Sanemos nuestras sorderas
Le presentaron a Jesús un sordomudo, él lo separó de la multitud, lo llevó aparte, puso los dedos en sus orejas y dijo: “Effetá“, que significa “ábrete”: el sordo comenzó a escuchar normalmente. Él le sanó de su sordera y de su mudez, del punto de vista físico. Cristo es el mismo, ayer, hoy y siempre, de modo que Él sigue tocándonos y sanándonos, siempre y cuando lo busquemos de corazón sincero.
En algunas oportunidades hay que pedir muchas veces y soportar las “demoras” de Dios, pues en nuestros criterios Él debería actuar más rápidamente. Sin embargo, Él está profundamente interesado en nuestro bienestar, nuestra salud y nuestra prosperidad.
Además de las enfermedades orgánicas, que nos maltratan, también padecemos de otras psicológicas y espirituales, que seguramente nos maltratan bastante, y quebrantan a los que viven con nosotros.
El tema “oír al otro” es un desafío de nunca terminar. Empieza con las carreras de la vida, la lucha para pagar las cuentas del mes y de modo amenazador la “tiranía de las pantallas”: teléfono celular, televisión y computador, que no facilitan el diálogo de la pareja, ni de la familia.
Además, todo mundo quiere hablar, explicar el momento por qué pasa, dejar claro que es discriminado de modo injusto y tiene toda razón de quejarse, porque, al fin y al cabo, los otros “siempre” le fallan.
Asimismo, queremos detallar las razones de nuestras actitudes y manifestar los justificativos que llevan siempre a la misma conclusión: el otro es el culpable, y yo soy la víctima inocente.
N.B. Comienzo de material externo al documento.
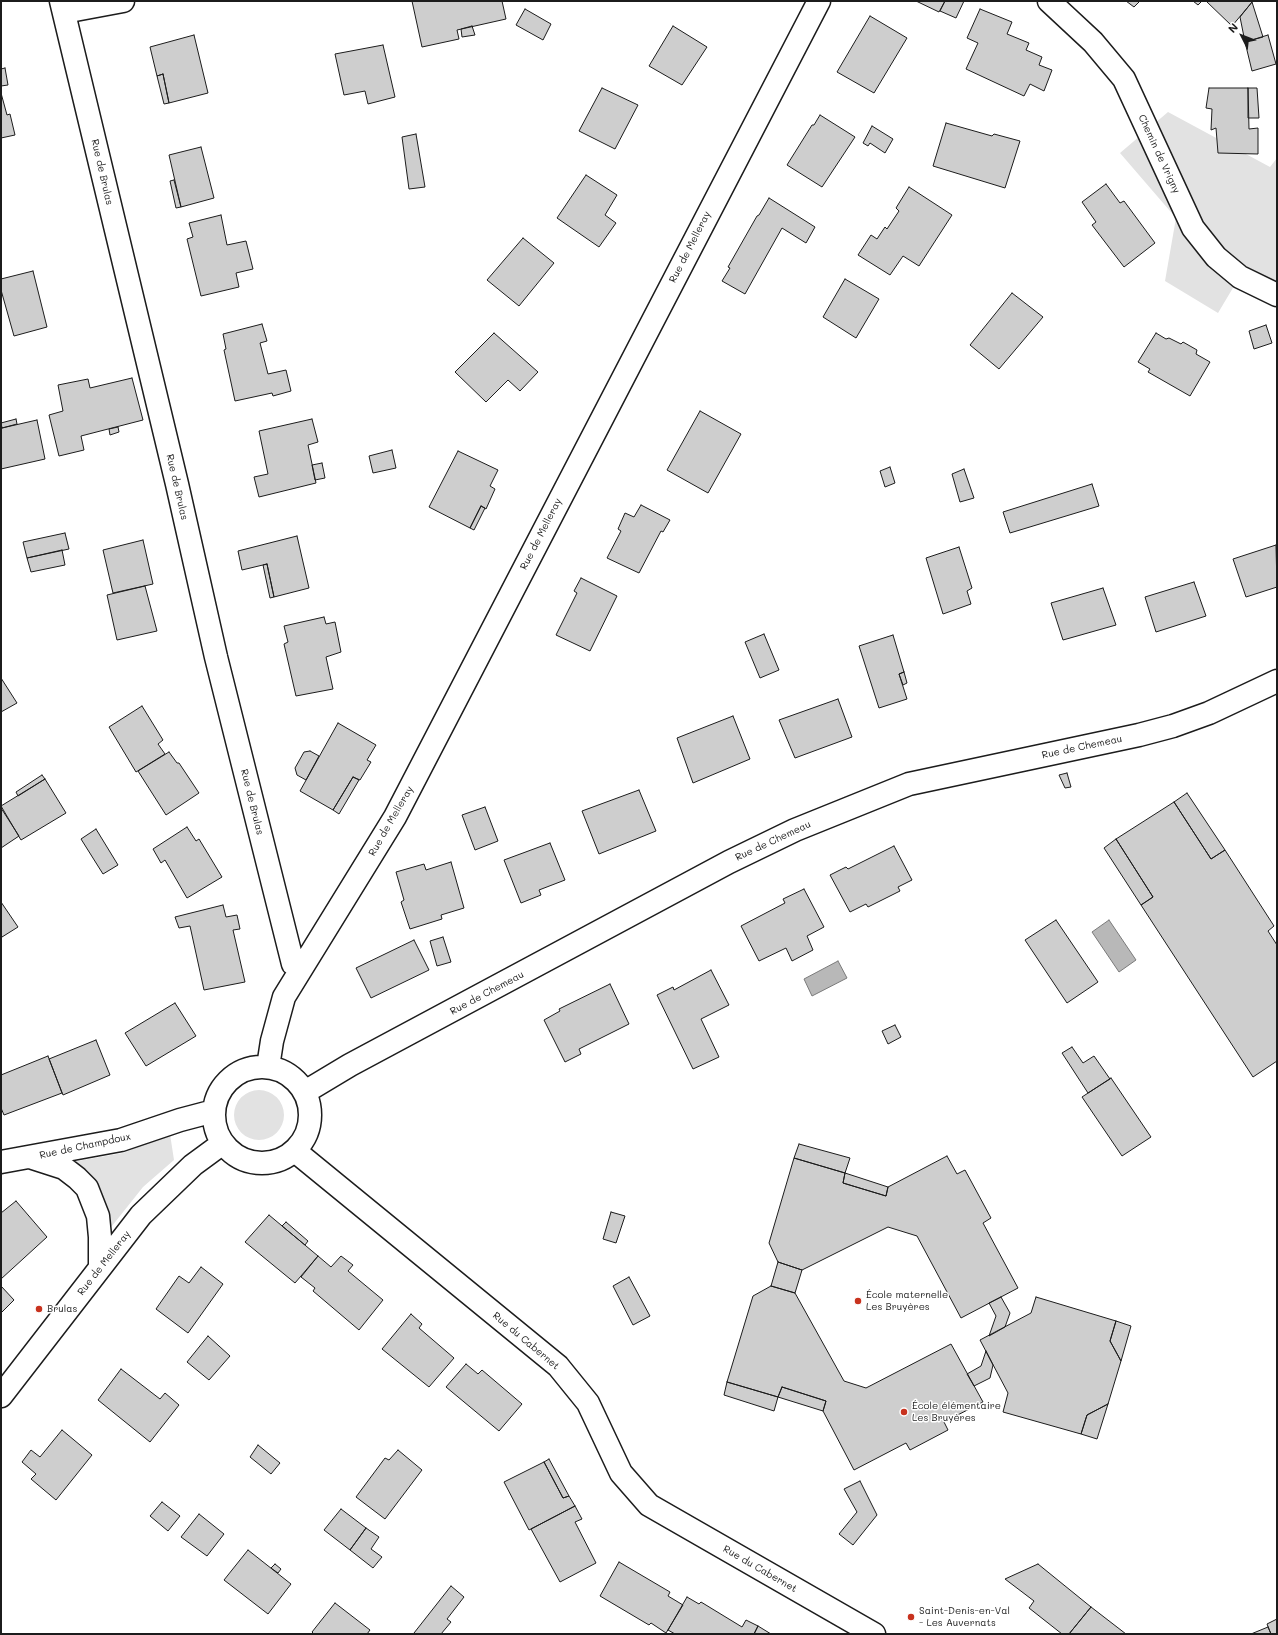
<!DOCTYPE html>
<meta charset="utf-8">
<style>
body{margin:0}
#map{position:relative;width:1278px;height:1635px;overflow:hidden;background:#fff;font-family:Mali,sans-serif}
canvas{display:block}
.frame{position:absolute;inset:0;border:2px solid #1c1c1c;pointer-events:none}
.north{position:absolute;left:1222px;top:16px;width:40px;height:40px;-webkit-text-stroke:3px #fff;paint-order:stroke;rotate:312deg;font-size:11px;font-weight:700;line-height:16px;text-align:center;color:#1c1c1c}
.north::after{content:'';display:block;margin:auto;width:14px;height:18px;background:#1c1c1c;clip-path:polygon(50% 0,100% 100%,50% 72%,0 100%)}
</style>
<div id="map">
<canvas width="1278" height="1635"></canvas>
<div class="frame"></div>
<div class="north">N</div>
</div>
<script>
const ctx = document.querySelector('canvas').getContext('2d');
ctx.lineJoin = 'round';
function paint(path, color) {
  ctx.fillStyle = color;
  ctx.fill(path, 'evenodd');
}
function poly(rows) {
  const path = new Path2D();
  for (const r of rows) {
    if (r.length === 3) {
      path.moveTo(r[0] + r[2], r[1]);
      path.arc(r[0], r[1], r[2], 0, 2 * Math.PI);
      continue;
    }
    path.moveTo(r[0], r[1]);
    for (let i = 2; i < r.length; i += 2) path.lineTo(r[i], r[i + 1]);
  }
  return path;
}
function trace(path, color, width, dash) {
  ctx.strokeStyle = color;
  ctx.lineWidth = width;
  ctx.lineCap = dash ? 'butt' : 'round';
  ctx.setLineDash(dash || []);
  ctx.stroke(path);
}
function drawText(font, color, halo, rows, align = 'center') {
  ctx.font = font + ' Mali,sans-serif';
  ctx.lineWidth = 3;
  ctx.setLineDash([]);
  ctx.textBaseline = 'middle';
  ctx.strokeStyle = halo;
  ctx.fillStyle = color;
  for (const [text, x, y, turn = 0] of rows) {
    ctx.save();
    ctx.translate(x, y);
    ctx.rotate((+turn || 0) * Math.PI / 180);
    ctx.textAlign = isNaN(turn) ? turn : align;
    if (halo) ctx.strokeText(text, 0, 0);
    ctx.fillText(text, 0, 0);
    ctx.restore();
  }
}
paint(poly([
 [1168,112,1270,167,1277,158,1277,283,1246,266,1218,313,1165,281,1176,218,1120,153],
 [259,1115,25],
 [170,1134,174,1160,143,1187,112,1226,108,1224,72,1162,123,1153]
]), '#e2e2e2');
const water = poly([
 [1109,920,1136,960,1119,972,1092,932,1109,920],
 [838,961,847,978,812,996,804,979,838,961]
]);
paint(water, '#b8b8b8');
trace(water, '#7a7a7a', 1);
const building = poly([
 [412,1,502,1,506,19,457,30,459,39,422,47,412,1],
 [916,1,945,1,939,12,916,1],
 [945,1,964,1,956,18,940,11,945,1],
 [1126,1,1140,1,1134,7,1126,1],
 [1193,1,1202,1,1198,5,1193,1],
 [1206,1,1253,1,1232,26,1206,1],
 [1252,2,1263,37,1245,42,1240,17,1252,2],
 [525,9,551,24,543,40,516,25,525,9],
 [980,9,1012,22,1007,34,1029,43,1026,50,1042,57,1039,65,1052,70,1044,91,1030,84,1024,96,966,69,978,43,967,38,980,9],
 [870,16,907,38,874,93,837,72,870,16],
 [472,26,475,35,462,37,461,29,472,26],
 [673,26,707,47,682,85,649,66,673,26],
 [194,35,208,93,169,103,163,74,157,76,150,47,194,35],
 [1268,35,1276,64,1252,71,1245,42,1268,35],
 [383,45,395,97,368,104,365,91,344,95,335,54,383,45],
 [5,68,8,85,1,86,1,69,5,68],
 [163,74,169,103,164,104,157,76,163,74],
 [602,88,638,105,615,149,579,131,602,88],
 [1209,88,1248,88,1249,129,1258,128,1258,154,1218,153,1216,128,1211,130,1212,109,1206,108,1209,88],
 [1248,88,1257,88,1259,118,1248,118,1248,88],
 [1,93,7,115,10,114,15,135,1,138,1,93],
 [820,115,855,137,822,187,787,165,812,125,814,125,820,115],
 [946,123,992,136,994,134,1020,141,1005,188,933,166,946,123],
 [872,126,893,139,885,153,870,143,868,146,863,143,872,126],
 [416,134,425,187,409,189,402,137,416,134],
 [201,147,214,198,181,207,169,155,201,147],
 [586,175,617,195,605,215,616,223,599,247,557,218,586,175],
 [174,180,181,207,176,208,170,181,174,180],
 [1106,184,1120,203,1124,201,1155,243,1124,267,1092,225,1096,222,1082,202,1106,184],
 [909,187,952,215,919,266,903,256,890,275,858,255,871,235,877,239,885,227,887,229,899,211,896,208,909,187],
 [769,198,815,227,806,243,782,228,745,294,722,281,730,268,728,267,757,216,759,215,769,198],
 [221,215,227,245,246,241,253,269,236,273,239,287,201,296,187,239,193,237,189,223,221,215],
 [523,238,554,263,519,306,487,280,523,238],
 [33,271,47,327,14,336,1,290,1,279,33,271],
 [845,279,879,299,856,338,823,317,845,279],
 [1012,293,1043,317,999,369,970,345,1012,293],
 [262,324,267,341,260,343,268,374,286,370,291,391,273,396,272,393,235,401,224,350,226,349,223,334,262,324],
 [1266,325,1272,343,1254,349,1249,331,1266,325],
 [494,333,538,372,520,391,508,380,486,402,455,372,494,333],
 [1156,333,1166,339,1169,338,1181,344,1183,342,1197,350,1196,354,1210,362,1190,396,1148,372,1150,369,1138,362,1156,333],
 [132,378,143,420,81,436,84,450,59,456,49,415,63,411,58,385,88,379,90,388,132,378],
 [700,411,741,434,708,493,667,470,700,411],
 [16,419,17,424,2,428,1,423,16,419],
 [312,419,318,442,308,445,316,483,259,497,254,477,268,474,259,431,312,419],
 [37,420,45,459,1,469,1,426,2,428,37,420],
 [118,427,119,432,110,435,109,429,118,427],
 [392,450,396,468,373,473,369,456,392,450],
 [458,451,498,470,490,486,495,489,486,509,481,506,470,528,429,507,458,451],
 [322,463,325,478,315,480,312,465,322,463],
 [890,467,895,483,885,487,880,471,890,467],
 [964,469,974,498,960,502,952,474,964,469],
 [1092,484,1099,506,1010,533,1003,512,1092,484],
 [641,505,670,520,663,532,661,531,639,573,607,558,621,531,618,529,625,513,634,517,641,505],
 [481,506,485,508,474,530,470,528,481,506],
 [65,533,69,549,27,558,23,542,65,533],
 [297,536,309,588,274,597,267,564,242,570,238,551,297,536],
 [143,540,153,584,113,593,103,550,143,540],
 [1276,545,1277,587,1246,597,1233,559,1276,545],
 [959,547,972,588,967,591,971,604,943,614,926,558,959,547],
 [62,550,65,565,31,572,27,558,62,550],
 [267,564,274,597,270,598,263,565,267,564],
 [581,578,617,596,590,651,556,635,577,593,574,591,581,578],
 [1194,582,1206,616,1156,632,1145,597,1194,582],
 [145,586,157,631,117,640,107,595,145,586],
 [1103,588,1116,625,1063,640,1051,603,1103,588],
 [324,617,326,624,335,622,341,652,326,657,333,689,296,696,284,644,288,642,284,626,324,617],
 [764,634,779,670,760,678,745,642,764,634],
 [893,635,904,672,899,674,907,699,879,708,859,646,893,635],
 [904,672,907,683,903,685,899,674,904,672],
 [1,678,17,703,1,712,1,678],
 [838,699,852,737,795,758,779,720,838,699],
 [142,706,163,740,158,744,165,754,136,772,109,727,142,706],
 [733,716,750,759,693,783,677,738,733,716],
 [338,723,376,745,367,760,371,762,360,780,353,777,333,810,300,791,338,723],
 [310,751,319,756,306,780,297,775,295,768,304,752,310,751],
 [169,752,177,763,179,763,199,793,166,815,138,771,169,752],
 [1067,773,1071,787,1065,788,1059,775,1067,773],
 [42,775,45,779,18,796,16,792,42,775],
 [353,777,359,780,339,814,333,810,353,777],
 [45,779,66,813,21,840,1,806,45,779],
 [639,790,656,831,599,854,582,811,639,790],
 [1187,793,1225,850,1211,859,1174,802,1187,793],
 [1174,802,1211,859,1225,850,1274,926,1268,931,1277,945,1277,1061,1253,1077,1141,905,1153,897,1116,839,1174,802],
 [485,807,498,841,475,850,462,815,485,807],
 [1,808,19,836,1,848,1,808],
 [187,827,196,841,199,839,222,877,187,898,165,860,161,863,153,849,187,827],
 [96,829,118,865,103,874,81,839,96,829],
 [1116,839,1153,897,1141,905,1104,848,1116,839],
 [550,843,565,880,539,890,541,895,521,903,504,860,550,843],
 [894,846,912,880,898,887,900,891,868,907,866,904,850,912,830,875,846,867,848,869,894,846],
 [451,862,464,908,441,915,442,919,410,929,401,902,404,900,396,872,424,864,426,870,451,862],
 [804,889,824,927,807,936,813,950,792,961,786,948,759,961,741,926,785,903,783,899,804,889],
 [1,902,18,927,2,937,1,935,1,902],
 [223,905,226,917,237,915,240,929,233,930,245,982,204,990,190,926,179,928,175,917,223,905],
 [1056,920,1098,982,1067,1003,1025,940,1056,920],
 [443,937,451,962,437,966,430,941,443,937],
 [414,940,429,970,371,998,356,968,414,940],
 [711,970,729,1005,701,1019,719,1057,693,1069,657,995,673,987,674,990,711,970],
 [610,984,629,1024,579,1049,581,1054,565,1062,544,1020,560,1011,559,1009,610,984],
 [175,1003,196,1036,146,1066,125,1033,175,1003],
 [895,1025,901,1037,888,1044,882,1031,895,1025],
 [96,1040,110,1075,63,1095,49,1059,96,1040],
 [1072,1047,1083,1063,1094,1056,1110,1079,1088,1093,1062,1053,1072,1047],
 [48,1056,62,1093,4,1115,1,1108,1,1075,48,1056],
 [1111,1078,1151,1137,1122,1156,1082,1097,1111,1078],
 [799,1144,850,1158,845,1173,794,1158,799,1144],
 [947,1156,957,1174,965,1170,991,1218,983,1223,1018,1288,961,1318,917,1236,888,1227,802,1270,778,1262,769,1243,794,1158,845,1173,843,1183,886,1196,888,1187,947,1156],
 [845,1173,888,1187,886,1196,843,1183,845,1173],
 [16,1201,47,1237,1,1279,1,1213,16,1201],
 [611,1212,625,1216,616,1243,603,1239,611,1212],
 [269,1215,318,1256,295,1283,245,1242,269,1215],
 [286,1222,308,1241,305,1245,282,1226,286,1222],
 [318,1256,331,1267,341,1256,353,1265,348,1271,383,1300,359,1330,313,1291,315,1288,301,1277,318,1256],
 [778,1262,802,1270,795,1293,771,1286,778,1262],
 [201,1267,223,1284,188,1333,156,1309,179,1276,189,1283,201,1267],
 [629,1277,650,1316,633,1325,613,1286,629,1277],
 [1,1286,14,1300,1,1313,1,1286],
 [771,1286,795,1293,844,1381,866,1388,951,1344,983,1402,944,1422,948,1430,910,1450,906,1443,854,1470,823,1411,826,1401,782,1387,778,1397,727,1382,753,1296,771,1286],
 [1001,1297,1010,1313,1005,1327,989,1336,996,1316,989,1303,1001,1297],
 [1036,1297,1116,1321,1110,1341,1121,1361,1108,1404,1087,1415,1081,1434,1003,1412,1008,1393,980,1340,1031,1313,1036,1297],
 [411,1314,422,1324,419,1328,454,1358,429,1387,382,1349,411,1314],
 [1116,1321,1131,1326,1121,1361,1110,1341,1116,1321],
 [208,1336,230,1356,209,1380,187,1362,208,1336],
 [986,1351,993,1365,990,1378,974,1386,967,1374,981,1366,986,1351],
 [466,1364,478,1374,482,1370,522,1404,499,1431,446,1387,466,1364],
 [121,1369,160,1399,165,1393,179,1405,150,1442,98,1400,121,1369],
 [727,1382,778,1397,774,1411,724,1395,727,1382],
 [782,1387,826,1401,823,1411,778,1397,782,1387],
 [1108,1404,1097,1439,1081,1434,1087,1415,1108,1404],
 [62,1430,92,1455,56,1500,31,1479,36,1474,22,1462,31,1450,40,1457,62,1430],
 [258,1445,280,1463,271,1474,250,1457,258,1445],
 [398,1450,422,1470,385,1519,356,1497,385,1458,389,1460,398,1450],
 [549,1459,569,1496,563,1498,544,1462,549,1459],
 [544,1462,563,1498,569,1496,575,1506,529,1530,504,1482,544,1462],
 [860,1481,877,1515,853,1545,839,1534,857,1512,844,1489,860,1481],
 [162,1502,180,1516,168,1531,150,1516,162,1502],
 [575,1506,582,1519,575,1522,596,1563,560,1582,531,1529,575,1506],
 [341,1509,366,1528,350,1550,324,1530,341,1509],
 [199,1514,224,1534,207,1556,181,1537,199,1514],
 [366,1528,379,1537,371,1549,382,1557,373,1568,350,1550,366,1528],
 [248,1550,291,1584,268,1614,224,1580,248,1550],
 [619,1562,670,1592,668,1596,683,1605,666,1633,651,1623,649,1625,600,1596,619,1562],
 [275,1564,281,1569,278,1573,271,1568,275,1564],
 [1038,1564,1091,1607,1069,1634,1062,1634,1029,1608,1034,1601,1005,1579,1038,1564],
 [451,1586,464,1597,447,1619,451,1622,441,1634,416,1634,414,1633,451,1586],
 [687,1597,699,1604,701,1602,742,1627,746,1620,758,1626,754,1634,675,1634,668,1630,687,1597],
 [335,1603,370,1630,367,1634,314,1634,312,1632,335,1603],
 [1091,1607,1126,1634,1069,1634,1091,1607],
 [1277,1619,1277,1634,1271,1634,1267,1624,1277,1619],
 [758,1626,771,1634,754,1634,758,1626],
 [1268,1627,1271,1634,1251,1634,1268,1627]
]);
paint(building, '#cecece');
trace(building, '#1c1c1c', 1);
const minor = poly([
 [61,1,177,484,216,657,293,964,301,969],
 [1049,1,1093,42,1124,79,1193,228,1216,257,1240,277,1277,295],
 [64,12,123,1],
 [262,1115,48],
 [268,1067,272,1041,284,997,395,817,819,1],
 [305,1092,350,1065,729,862,795,830,909,784,1139,735,1173,726,1209,713,1277,681],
 [295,1151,558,1366,588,1403,621,1473,649,1505,874,1634],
 [33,1158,64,1168,77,1178,87,1188,98,1216,100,1237,100,1267],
 [1,1162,121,1140,180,1120,214,1111],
 [1,1396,141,1215,193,1165,223,1143]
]);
trace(minor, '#1c1c1c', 25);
trace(minor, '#fff', 22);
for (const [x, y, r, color] of [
 [858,1301,4,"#c8321e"],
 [39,1309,4,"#c8321e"],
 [904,1412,4,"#c8321e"],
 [911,1617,4,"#c8321e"]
]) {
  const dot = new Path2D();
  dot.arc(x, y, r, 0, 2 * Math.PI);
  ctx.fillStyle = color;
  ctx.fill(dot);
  trace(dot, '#fff', 1.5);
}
drawText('10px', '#1c1c1c', '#fff', [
 ["Chemin de Vrigny",1159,154,65],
 ["Rue de Brulas",102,172,77],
 ["Rue de Melleray",690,247,-63],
 ["Rue de Brulas",177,487,77],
 ["Rue de Melleray",541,534,-63],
 ["Rue de Chemeau",1082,747,-12],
 ["Rue de Brulas",252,802,76],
 ["Rue de Melleray",391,821,-60],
 ["Rue de Chemeau",773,841,-25],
 ["Rue de Chemeau",487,993,-28],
 ["Rue de Champdoux",85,1146,-12],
 ["Rue de Melleray",104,1263,-52],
 ["Rue du Cabernet",526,1341,40],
 ["Rue du Cabernet",760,1569,30]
]);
drawText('10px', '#1c1c1c', '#fff', [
 ["École maternelle",866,1295],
 ["Les Bruyères",866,1307],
 ["Brulas",47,1309],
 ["École élémentaire",912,1406],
 ["Les Bruyères",912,1418],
 ["Saint-Denis-en-Val",919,1611],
 ["- Les Auvernats",919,1623]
], 'left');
</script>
Por otro lado, pesa bastante el modo como se habla, ya que se puede ser cascarrabias, repetitivo y mal educado.
Jesús “hace oír a los sordos” y ahí está nuestra esperanza para superar la muralla de la incomunicación. Es necesario conocer más al Evangelio para empaparse de las estrategias que Él usa. En el texto de hoy, separa al enfermo del bullicio de la gente, o sea, uno debe ir para dentro de sí mismo.
El Señor toca sus oídos, ordena que se abran y este gesto es actualizado en nuestro Bautismo, es decir, consideremos tanto mi dignidad como hijo de Dios, cuanto la dignidad del otro: esto facilita el diálogo.
También es fundamental vaciar el propio corazón de este “yo” muy hinchado y soberbio. Cuando uno se juzga el superstar y la maravilla del mundo, ya de antemano lo que el otro diga es tontería, y no merece ser oído.
Tengamos más interés en escuchar a Cristo, y más delicadeza hacia nuestros familiares.